DIRECTIONS: Start at the line in the entries below that contains "function stroke(path, color, width, dash)", stop at the line that contains "function label(font, color, halo, rows, align", and output exactly the lines in that span, both ends included.

EXERCISE INPUT:
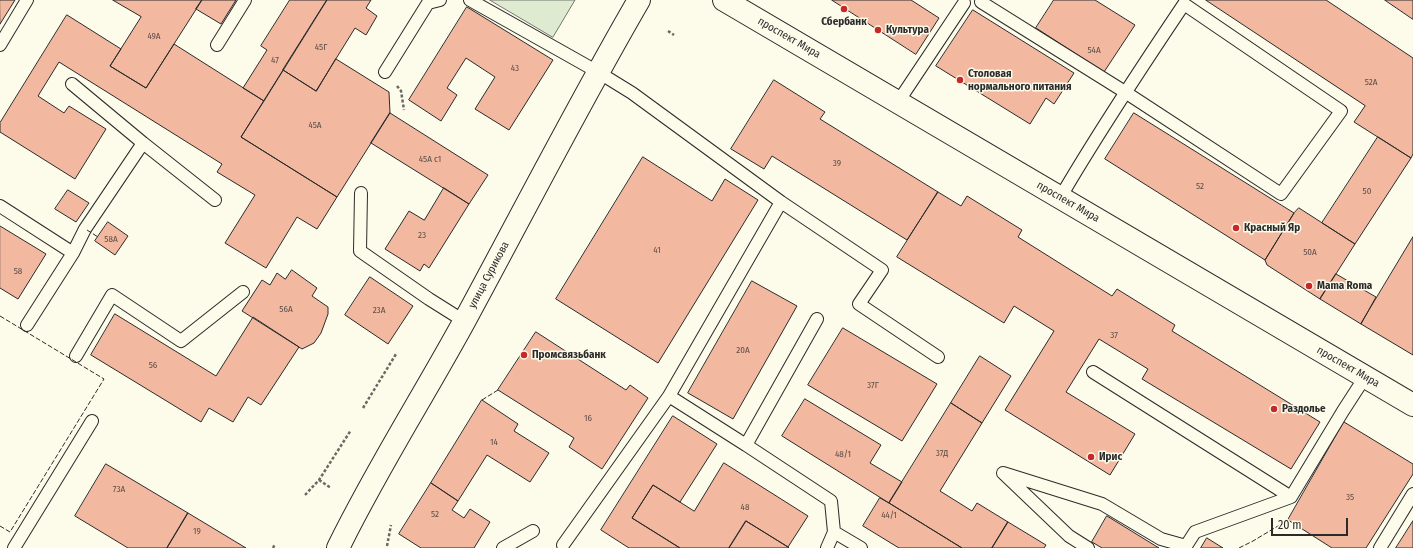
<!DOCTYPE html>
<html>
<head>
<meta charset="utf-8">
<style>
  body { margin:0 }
  #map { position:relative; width:1413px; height:548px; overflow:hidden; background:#fdfbea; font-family:"Fira Sans Condensed",sans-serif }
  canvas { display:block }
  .scale { position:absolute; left:1271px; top:518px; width:77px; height:18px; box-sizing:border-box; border:2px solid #2b2b2b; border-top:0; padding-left:5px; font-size:12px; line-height:14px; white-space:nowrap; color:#2b2b2b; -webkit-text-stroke:3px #fdfbea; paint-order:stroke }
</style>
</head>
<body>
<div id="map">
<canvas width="1413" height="548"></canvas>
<div class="scale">20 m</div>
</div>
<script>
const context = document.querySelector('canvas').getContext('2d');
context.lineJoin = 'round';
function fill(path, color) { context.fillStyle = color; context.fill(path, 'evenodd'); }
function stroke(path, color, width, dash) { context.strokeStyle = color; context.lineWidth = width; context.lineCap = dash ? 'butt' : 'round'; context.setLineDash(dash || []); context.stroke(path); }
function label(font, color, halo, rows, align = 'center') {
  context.font = font + ' "Fira Sans Condensed",sans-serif'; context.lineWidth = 3; context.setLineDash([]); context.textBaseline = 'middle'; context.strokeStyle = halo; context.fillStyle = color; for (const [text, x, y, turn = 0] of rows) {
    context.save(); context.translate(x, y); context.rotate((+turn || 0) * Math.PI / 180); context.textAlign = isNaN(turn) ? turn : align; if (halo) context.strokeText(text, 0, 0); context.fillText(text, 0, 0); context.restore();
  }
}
const green = new Path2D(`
  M 490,0 L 575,0 L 553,37 Z`);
fill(green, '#deebd1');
stroke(green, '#74746e', 1);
const building = new Path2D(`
  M 0,0 L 15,0 L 0,24 Z
  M 113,0 L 202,0 L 146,88 L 110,66 L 141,17 Z
  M 202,0 L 236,0 L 221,24 L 196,9 Z
  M 290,0 L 327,0 L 264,101 L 243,88 L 267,50 L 261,46 Z
  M 327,0 L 371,0 L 366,8 L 377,16 L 366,35 L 355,28 L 316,91 L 283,70 Z
  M 832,0 L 911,0 L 939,18 L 916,54 Z
  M 1054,0 L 1095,0 L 1135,25 L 1104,72 L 1036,28 Z
  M 1206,0 L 1326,0 L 1413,58 L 1413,154 L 1411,158 L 1354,122 L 1365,106 Z
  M 1385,0 L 1413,0 L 1413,19 Z
  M 467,7 L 553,60 L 509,130 L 475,109 L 495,77 L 466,58 L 447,88 L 457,95 L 441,121 L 409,100 Z
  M 973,10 L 1074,73 L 1054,104 L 1046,98 L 1030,124 L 936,66 Z
  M 67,15 L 121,49 L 110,66 L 146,88 L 174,44 L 264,101 L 241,137 L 337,197 L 317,229 L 297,217 L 266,268 L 225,243 L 255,195 L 217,172 L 222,164 L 59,62 L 38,96 L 64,113 L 69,106 L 106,129 L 75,179 L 0,132 L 0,123 Z
  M 336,59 L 389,92 L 390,113 L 337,197 L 241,137 L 283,70 L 316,91 Z
  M 774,80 L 825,112 L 820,119 L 938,192 L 907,240 L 772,156 L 764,169 L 731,149 Z
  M 390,113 L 488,175 L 469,204 L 371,143 Z
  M 1134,113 L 1294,213 L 1265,260 L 1105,159 Z
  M 1378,137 L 1411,158 L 1355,244 L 1322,223 Z
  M 643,157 L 712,201 L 725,179 L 758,200 L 658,363 L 556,299 Z
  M 444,188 L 469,204 L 429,268 L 424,264 L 420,271 L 385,249 L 409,211 L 424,220 Z
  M 68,190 L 89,203 L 76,222 L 55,209 Z
  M 938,192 L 961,206 L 967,196 L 1022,230 L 1018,237 L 1112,296 L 1117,289 L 1175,325 L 1172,331 L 1320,422 L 1291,469 L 1142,379 L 1148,369 L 1099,339 L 1066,392 L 1135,434 L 1110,475 L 1005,410 L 1054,331 L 1014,306 L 1004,323 L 897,257 Z
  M 1299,208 L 1355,244 L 1320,299 L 1267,265 L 1265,260 L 1294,213 Z
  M 108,222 L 128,236 L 115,255 L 95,241 Z
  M 0,226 L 46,254 L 18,299 L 0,288 Z
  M 1413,237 L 1413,355 L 1361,324 Z
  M 292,270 L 317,288 L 312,296 L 328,307 L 328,314 L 321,333 L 314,343 L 302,349 L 242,311 L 262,280 L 270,285 L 277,273 L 285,279 Z
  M 1336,274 L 1376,297 L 1361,324 L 1320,299 Z
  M 370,277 L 413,306 L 388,344 L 345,315 Z
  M 752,281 L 797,306 L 733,419 L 688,393 Z
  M 115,314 L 216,376 L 253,317 L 299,347 L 261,405 L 248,397 L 233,422 L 209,408 L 201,422 L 91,355 Z
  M 843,328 L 937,384 L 902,441 L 808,385 Z
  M 536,332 L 626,390 L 630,385 L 648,398 L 602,469 L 569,447 L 574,438 L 498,390 Z
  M 980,356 L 1011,376 L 982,423 L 951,403 Z
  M 805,399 L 881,445 L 870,463 L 902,482 L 889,503 L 782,436 Z
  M 482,400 L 518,424 L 514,431 L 549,453 L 530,482 L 487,455 L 458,501 L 431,483 Z
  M 951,403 L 982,423 L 940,491 L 972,511 L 977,503 L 1008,522 L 992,548 L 962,548 L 889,503 Z
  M 673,416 L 717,444 L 680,502 L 653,485 L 632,518 L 680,548 L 629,548 L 601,530 Z
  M 1344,422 L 1413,464 L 1413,474 L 1366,548 L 1332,548 L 1288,520 Z
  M 724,463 L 808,516 L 788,547 L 746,521 L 729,548 L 680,548 L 632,518 L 653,485 L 694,511 Z
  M 106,464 L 188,513 L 167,548 L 128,548 L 75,516 Z
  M 431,483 L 458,501 L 452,510 L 464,518 L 470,509 L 490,522 L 474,548 L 421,548 L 399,534 Z
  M 880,498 L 889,503 L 962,548 L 899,548 L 863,526 Z
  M 188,513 L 246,548 L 167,548 Z
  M 1107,516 L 1159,548 L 1102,548 L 1092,542 Z
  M 746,521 L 788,547 L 789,548 L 729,548 Z
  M 1413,521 L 1413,548 L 1396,548 Z
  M 1008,522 L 1046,545 L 1044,548 L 992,548 Z
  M 1207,538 L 1223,548 L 1201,548 Z`);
fill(building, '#f2b8a0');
stroke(building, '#2b2b2b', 1);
const lane = new Path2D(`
  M 470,0 L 598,72 L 632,93 L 781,202 L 882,270 L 859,304 L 938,357
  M 981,2 L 1125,92 L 1281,194 L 1341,111 L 1184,4 C 1141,68 1099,131 1060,198
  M 0,45 L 27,0
  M 217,45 L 245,0
  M 385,72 L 428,3 L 440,0
  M 72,84 L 143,143 L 215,200
  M 898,102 L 964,3
  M 361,193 L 360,251 L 429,299 L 464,321
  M 0,206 L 73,253 L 27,325
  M 73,253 L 85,229 L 143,143
  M 76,356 L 112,295 L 181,341 L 243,292
  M 1093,372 L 1291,497
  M 669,396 L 746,445 L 817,319
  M 746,445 L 831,501 L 834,532 L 827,548
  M 834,532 L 861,548
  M 563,545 L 669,396 L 781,202
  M 14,548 L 92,421
  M 503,548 L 533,531
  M 1088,548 L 1069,536 L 1003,473 L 1102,504 L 1161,539 L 1186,546 L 1195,532 L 1291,497 L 1343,411 L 1365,377
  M 1380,548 L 1413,494`);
const secondary = new Path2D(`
  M 724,0 L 1413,405`);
const primary = new Path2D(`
  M 338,548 C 376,470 423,397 465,320 C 523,213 578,105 639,0`);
stroke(lane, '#2b2b2b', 14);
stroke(secondary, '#2b2b2b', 24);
stroke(primary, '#2b2b2b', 24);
stroke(new Path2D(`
  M 668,31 L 674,35
  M 397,86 L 401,91 L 404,110
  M 363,408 L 396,354
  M 319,480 L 331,488
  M 305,495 L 319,480 L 351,430
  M 387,546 L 391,525
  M 273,548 L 275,544`), '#6a6964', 2.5, [3, 2]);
stroke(lane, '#fdfbea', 12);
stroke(secondary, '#fdfbea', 22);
stroke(primary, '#fdfbea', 22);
stroke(new Path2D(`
  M 87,230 L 98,237
  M 0,316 L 104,379 L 10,532 L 0,526
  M 482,400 L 498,390
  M 1239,548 L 1253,541 L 1288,520`), '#2b2b2b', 1, [5, 2]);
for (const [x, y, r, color] of [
  [844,9,4,"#c62828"],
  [878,30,4,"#c62828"],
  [960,80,4,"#c62828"],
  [1236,228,4,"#c62828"],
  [1309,286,4,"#c62828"],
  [524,355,4,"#c62828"],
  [1274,409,4,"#c62828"],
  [1091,457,4,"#c62828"]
]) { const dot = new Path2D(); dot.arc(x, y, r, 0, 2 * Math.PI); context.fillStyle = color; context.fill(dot); stroke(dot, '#fdfbea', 1.5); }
label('9px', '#5d4e48', null, [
  ["49А",154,36],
  ["45Г",321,47],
  ["54А",1094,50],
  ["47",275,60],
  ["43",515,68],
  ["52А",1371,82],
  ["45А",315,125],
  ["45А с1",430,159],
  ["39",837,163],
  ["52",1200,186],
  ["50",1367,191],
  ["23",422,235],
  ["58А",111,239],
  ["41",657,250],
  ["50А",1310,252],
  ["58",18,271],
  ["56А",286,309],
  ["23А",379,310],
  ["37",1114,335],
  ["20А",743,350],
  ["56",153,365],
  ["37Г",873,385],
  ["16",588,418],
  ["14",494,442],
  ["37Д",942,453],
  ["48/1",843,454],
  ["73А",119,489],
  ["35",1350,497],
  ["48",745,507],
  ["52",435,514],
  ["44/1",889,515],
  ["19",197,531]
]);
label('bold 11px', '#2b2b2b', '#fdfbea', [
  ["Сбербанк",844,22,"center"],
  ["Культура",886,30],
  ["Столовая",968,74],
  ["нормального питания",968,87],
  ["Красный Яр",1244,228],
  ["Mama Roma",1317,286],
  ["Промсвязьбанк",532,355],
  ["Раздолье",1282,409],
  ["Ирис",1099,457]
], 'left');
label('11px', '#2b2b2b', '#fdfbea', [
  ["проспект Мира",789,38,30],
  ["проспект Мира",1068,202,30],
  ["улица Сурикова",489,275,-62],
  ["проспект Мира",1348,367,30]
]);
</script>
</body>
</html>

ANSWER SPACE:
function stroke(path, color, width, dash) { context.strokeStyle = color; context.lineWidth = width; context.lineCap = dash ? 'butt' : 'round'; context.setLineDash(dash || []); context.stroke(path); }
function label(font, color, halo, rows, align = 'center') {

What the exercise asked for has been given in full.